SB 1103 “is important not only to the ratepayers of Oklahoma, but to the state as a whole,” Hiett, who has served on the commission for eight years, told the Southwest Ledger.
“One of the top three things employers mention” in economic development negotiations is utility bills, he said. Oklahoma’s low utility costs are “one of the biggest selling points in attracting economic opportunities” to this state.
SB 1103 would change that, he cautioned.
Supporters claim SB 1103 “will mean greater efficiency in setting rates,” said Hiett, R-Kellyville. “In reality, it will mean higher costs for customers of regulated electric utilities,” such as Public Service Co. of Oklahoma and Oklahoma Gas & Electric.
SB 1103 “does not mean automatic rate increases,” former Corporation Commission Chairman Jeff Cloud wrote recently. “Under this bill, rates could only change if electric companies perform and when approved by the Oklahoma Corporation Commission.”
That’s not what the Arkansas Public Service Commission said earlier this month.
“[T]he Commission continues to be concerned that the operation of the [rate plan] statute could result in continuing year-to-year rate increases approaching or meeting the 4% cap,” the commission said. “The Commission expects all utilities to control their costs in a prudent and reasonable manner and not utilize the [statutory rate plan] as an automatic yearly 4% rate increase.”
As of November 2022, Cloud wrote, Arkansas has “a lower electricity cost than Oklahoma.”
Hiett said reports filed by OG&E after performance-based ratemaking was adopted in Arkansas in 2018 showed that residential electric rates there in 2019-22 increased 15.81%, compared to 2.38% in Oklahoma during the same four-year period.
“It’s important to understand that rates and fuel costs are separate items on your bill,” Hiett noted. “I get many complaints about ‘rate hikes’ that really are increases in fuel costs, which are largely the result of the unregulated natural gas market.”
SB 1103 would remove “the essential” Corporation Commission “prudence review for most of the electric utilities’ fuel costs,” he pointed out. The only issue a utility would need to do is meet the prescribed fuel and storage requirements in the bill, with absolutely no consideration as to whether those requirements are in the best interest of customers.”
It can be expected that the unregulated natural gas market would “respond with higher prices to take advantage of these mandated purchase and storage methods, meaning higher costs for ratepayers.”
The legislation also would allow electric utilities to make a profit on natural gas and storage. Currently, public utilities are prohibited by law from reaping a profit on fuel expenses; instead, they are a “pass-through” expense to the consumer.
SB 1103 also would allow a utility to keep 25% of excess profits, and the Corporation Commission would have “no ability to determine whether a portion or all should be returned to ratepayers,” Hiett said.

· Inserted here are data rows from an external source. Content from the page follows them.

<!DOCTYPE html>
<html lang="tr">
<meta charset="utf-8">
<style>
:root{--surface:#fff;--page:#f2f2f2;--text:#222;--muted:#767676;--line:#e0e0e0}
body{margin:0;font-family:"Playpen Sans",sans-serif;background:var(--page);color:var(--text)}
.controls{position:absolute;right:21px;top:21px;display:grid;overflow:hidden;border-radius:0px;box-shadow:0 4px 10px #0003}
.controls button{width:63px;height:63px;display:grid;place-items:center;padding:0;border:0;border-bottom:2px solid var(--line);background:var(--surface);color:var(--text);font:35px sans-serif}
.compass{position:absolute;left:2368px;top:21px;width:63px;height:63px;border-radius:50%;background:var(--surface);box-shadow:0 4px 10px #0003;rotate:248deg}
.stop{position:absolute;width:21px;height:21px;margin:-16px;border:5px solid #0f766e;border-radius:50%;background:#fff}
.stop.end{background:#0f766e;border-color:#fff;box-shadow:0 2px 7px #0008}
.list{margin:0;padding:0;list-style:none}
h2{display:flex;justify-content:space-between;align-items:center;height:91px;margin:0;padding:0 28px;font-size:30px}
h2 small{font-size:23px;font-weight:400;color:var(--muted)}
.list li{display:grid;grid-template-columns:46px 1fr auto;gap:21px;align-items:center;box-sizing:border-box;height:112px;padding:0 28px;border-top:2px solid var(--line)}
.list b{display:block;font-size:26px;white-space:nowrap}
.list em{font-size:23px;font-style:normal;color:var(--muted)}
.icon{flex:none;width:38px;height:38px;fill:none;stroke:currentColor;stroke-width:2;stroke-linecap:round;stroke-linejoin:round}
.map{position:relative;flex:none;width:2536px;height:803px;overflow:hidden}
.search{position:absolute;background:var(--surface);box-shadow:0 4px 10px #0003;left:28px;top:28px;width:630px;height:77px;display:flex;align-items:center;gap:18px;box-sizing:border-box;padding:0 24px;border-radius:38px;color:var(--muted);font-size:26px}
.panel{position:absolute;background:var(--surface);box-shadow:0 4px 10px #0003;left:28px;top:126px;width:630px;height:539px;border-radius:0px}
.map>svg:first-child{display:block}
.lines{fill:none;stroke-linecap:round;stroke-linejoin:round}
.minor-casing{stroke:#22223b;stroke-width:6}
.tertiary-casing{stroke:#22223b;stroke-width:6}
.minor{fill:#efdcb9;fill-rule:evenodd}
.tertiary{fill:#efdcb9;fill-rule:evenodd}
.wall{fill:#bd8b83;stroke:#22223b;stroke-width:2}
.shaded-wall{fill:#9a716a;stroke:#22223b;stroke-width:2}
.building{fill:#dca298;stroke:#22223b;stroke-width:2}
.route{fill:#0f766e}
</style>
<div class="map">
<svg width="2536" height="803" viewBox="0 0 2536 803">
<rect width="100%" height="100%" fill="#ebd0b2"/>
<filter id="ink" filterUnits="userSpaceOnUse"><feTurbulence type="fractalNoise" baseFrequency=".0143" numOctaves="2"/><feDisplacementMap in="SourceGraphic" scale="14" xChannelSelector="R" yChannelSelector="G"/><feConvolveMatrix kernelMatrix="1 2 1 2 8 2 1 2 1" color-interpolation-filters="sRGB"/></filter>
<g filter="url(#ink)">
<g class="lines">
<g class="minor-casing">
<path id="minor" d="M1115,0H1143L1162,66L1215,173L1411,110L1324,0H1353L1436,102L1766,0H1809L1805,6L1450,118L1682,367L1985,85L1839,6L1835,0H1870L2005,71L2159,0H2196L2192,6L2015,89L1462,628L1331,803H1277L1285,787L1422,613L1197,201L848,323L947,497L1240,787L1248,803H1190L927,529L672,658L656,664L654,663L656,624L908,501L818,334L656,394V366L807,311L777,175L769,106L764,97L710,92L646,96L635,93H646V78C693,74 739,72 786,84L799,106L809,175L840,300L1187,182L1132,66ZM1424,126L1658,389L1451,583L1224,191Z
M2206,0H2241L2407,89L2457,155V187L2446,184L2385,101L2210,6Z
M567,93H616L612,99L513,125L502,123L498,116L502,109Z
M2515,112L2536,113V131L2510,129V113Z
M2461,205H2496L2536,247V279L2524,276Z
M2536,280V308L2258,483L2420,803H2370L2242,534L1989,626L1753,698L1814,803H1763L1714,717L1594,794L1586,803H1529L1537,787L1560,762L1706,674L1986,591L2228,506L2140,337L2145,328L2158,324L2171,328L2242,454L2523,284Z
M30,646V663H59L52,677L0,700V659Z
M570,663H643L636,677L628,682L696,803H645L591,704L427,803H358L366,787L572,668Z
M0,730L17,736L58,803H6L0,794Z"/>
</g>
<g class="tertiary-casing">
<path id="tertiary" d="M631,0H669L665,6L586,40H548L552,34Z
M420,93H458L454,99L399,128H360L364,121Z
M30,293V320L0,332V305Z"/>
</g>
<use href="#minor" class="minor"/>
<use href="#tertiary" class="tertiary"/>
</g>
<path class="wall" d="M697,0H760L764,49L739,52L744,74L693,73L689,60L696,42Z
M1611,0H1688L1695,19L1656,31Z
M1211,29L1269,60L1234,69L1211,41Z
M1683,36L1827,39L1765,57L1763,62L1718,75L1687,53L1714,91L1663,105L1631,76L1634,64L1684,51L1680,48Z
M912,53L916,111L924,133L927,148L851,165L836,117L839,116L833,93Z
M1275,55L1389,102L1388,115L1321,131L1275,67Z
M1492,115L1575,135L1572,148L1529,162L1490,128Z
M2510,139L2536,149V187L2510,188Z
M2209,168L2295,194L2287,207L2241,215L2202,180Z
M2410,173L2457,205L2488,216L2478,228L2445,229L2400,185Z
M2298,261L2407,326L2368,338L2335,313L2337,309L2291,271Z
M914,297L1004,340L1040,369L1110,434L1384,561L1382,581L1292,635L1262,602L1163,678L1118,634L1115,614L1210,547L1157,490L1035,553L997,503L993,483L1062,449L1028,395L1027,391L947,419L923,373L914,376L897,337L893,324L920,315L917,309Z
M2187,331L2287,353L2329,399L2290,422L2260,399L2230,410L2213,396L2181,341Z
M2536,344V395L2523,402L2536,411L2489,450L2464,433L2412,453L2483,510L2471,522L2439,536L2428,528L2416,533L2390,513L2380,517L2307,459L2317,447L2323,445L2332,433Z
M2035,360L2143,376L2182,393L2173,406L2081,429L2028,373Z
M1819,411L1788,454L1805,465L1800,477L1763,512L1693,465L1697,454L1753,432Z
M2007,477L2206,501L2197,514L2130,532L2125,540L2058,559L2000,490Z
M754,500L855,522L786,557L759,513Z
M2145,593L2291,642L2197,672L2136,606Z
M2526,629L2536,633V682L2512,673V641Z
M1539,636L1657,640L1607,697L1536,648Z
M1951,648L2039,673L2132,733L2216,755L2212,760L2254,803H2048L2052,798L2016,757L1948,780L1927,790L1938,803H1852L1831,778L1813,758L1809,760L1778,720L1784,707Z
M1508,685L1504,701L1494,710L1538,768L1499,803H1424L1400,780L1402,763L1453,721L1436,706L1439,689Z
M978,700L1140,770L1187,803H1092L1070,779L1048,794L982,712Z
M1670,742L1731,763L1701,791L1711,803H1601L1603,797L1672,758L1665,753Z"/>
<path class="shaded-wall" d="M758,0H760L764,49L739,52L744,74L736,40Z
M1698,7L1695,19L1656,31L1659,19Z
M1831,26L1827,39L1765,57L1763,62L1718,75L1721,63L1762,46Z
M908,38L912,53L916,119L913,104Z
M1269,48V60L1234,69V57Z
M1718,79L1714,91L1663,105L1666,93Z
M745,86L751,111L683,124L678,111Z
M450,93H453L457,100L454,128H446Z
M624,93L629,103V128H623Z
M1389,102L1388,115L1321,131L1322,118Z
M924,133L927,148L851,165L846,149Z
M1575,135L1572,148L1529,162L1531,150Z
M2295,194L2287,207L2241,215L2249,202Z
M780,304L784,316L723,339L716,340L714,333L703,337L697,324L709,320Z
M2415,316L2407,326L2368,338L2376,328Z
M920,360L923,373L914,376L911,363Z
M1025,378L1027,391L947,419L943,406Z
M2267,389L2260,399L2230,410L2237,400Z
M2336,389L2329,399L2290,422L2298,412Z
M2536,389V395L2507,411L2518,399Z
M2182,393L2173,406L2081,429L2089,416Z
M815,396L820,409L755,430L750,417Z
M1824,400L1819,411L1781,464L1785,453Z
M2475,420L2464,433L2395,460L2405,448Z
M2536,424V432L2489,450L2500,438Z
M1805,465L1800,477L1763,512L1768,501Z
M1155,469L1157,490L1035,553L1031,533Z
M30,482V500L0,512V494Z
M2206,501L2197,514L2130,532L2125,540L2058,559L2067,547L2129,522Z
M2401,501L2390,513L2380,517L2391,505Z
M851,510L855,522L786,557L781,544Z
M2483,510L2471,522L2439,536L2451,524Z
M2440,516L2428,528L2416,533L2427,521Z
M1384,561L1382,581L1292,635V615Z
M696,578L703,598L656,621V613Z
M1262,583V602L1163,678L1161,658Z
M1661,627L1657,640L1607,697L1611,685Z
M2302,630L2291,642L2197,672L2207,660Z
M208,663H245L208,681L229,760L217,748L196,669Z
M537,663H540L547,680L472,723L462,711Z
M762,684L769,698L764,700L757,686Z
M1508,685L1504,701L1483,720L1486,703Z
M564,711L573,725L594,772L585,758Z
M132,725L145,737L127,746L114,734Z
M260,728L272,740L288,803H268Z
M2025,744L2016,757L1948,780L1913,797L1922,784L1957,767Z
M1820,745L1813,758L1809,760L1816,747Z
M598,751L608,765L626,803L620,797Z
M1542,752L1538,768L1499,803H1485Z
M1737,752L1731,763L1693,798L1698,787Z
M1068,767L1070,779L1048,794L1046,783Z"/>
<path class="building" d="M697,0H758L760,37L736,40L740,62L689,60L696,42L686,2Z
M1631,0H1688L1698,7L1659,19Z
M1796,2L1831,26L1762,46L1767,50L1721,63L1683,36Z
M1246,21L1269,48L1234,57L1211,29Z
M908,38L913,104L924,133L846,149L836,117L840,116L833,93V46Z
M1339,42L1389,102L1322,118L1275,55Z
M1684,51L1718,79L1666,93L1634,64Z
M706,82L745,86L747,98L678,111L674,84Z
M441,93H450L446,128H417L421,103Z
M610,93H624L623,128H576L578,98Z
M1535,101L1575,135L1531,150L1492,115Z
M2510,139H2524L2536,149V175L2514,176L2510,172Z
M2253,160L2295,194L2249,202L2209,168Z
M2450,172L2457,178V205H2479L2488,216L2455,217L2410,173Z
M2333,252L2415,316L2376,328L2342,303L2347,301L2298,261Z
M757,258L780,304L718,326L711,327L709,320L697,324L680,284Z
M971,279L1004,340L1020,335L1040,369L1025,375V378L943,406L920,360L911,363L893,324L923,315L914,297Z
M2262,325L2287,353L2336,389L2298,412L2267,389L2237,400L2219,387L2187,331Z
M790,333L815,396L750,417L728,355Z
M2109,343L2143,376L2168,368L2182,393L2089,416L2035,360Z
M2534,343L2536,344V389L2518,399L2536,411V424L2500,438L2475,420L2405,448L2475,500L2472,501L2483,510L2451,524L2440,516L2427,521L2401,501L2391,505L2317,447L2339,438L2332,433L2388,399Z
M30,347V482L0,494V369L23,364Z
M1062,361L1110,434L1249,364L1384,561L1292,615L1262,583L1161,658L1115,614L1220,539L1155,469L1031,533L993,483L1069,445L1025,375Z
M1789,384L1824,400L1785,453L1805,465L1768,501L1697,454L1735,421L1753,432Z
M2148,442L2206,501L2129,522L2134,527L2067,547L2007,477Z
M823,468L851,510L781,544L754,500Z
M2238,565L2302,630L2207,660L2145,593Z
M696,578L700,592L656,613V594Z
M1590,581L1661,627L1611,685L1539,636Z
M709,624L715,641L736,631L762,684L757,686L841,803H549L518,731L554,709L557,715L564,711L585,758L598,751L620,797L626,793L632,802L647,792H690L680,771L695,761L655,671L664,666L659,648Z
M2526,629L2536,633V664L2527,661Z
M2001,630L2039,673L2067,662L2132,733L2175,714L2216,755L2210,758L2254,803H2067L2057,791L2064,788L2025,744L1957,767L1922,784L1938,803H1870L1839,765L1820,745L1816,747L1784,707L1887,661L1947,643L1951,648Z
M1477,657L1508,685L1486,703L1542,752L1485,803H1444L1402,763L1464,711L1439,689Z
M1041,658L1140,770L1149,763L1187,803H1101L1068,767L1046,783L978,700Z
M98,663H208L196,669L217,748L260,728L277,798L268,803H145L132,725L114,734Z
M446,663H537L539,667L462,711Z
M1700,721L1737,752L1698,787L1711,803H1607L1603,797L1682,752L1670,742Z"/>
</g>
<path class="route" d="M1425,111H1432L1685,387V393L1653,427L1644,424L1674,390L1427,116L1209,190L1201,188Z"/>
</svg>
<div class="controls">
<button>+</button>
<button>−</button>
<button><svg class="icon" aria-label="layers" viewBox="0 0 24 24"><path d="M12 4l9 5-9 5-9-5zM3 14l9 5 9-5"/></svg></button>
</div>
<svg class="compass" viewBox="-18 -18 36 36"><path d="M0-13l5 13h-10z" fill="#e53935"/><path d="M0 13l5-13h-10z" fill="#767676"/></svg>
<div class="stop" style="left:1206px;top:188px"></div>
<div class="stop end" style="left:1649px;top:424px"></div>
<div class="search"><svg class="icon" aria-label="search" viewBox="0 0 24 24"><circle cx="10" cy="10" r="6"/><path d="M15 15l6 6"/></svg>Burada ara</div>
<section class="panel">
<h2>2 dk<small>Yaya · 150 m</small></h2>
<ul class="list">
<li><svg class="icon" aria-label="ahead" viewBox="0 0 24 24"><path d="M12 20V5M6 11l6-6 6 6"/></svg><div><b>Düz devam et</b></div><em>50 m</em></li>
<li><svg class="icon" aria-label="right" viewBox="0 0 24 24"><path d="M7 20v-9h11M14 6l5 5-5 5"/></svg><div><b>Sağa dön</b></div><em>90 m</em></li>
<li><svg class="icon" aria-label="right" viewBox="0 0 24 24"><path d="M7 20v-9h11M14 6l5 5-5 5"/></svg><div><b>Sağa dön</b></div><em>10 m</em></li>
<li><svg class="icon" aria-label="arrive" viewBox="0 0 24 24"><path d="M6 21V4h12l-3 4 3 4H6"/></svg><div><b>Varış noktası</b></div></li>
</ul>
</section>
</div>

The bill would “eliminate the existing process” at the Corporation Commission “which allows for testimony and evidence from consumer groups, business groups, the utility and any other party with a stake in the outcome,” Hiett said. “That process has resulted in some of the lowest electric rates in the nation.”
SB 1103 contains “no new consumer protections,” he said. What few consumer protections are incorporated into the bill already exist in Corporation Commission rules.
“In fact, many of the ‘consumer benefits’ claimed in the measure are taken word-for-word from the commission’s rules,” he said.
The proverbial bottom line is that SB 1103 would “increase the cost to ratepayers and greatly limit the voice they have and the commission’s role in determining those costs,” Hiett warned. Ratepayers would be forced to “foot the bill for things that would benefit only the electric utility and its shareholders.”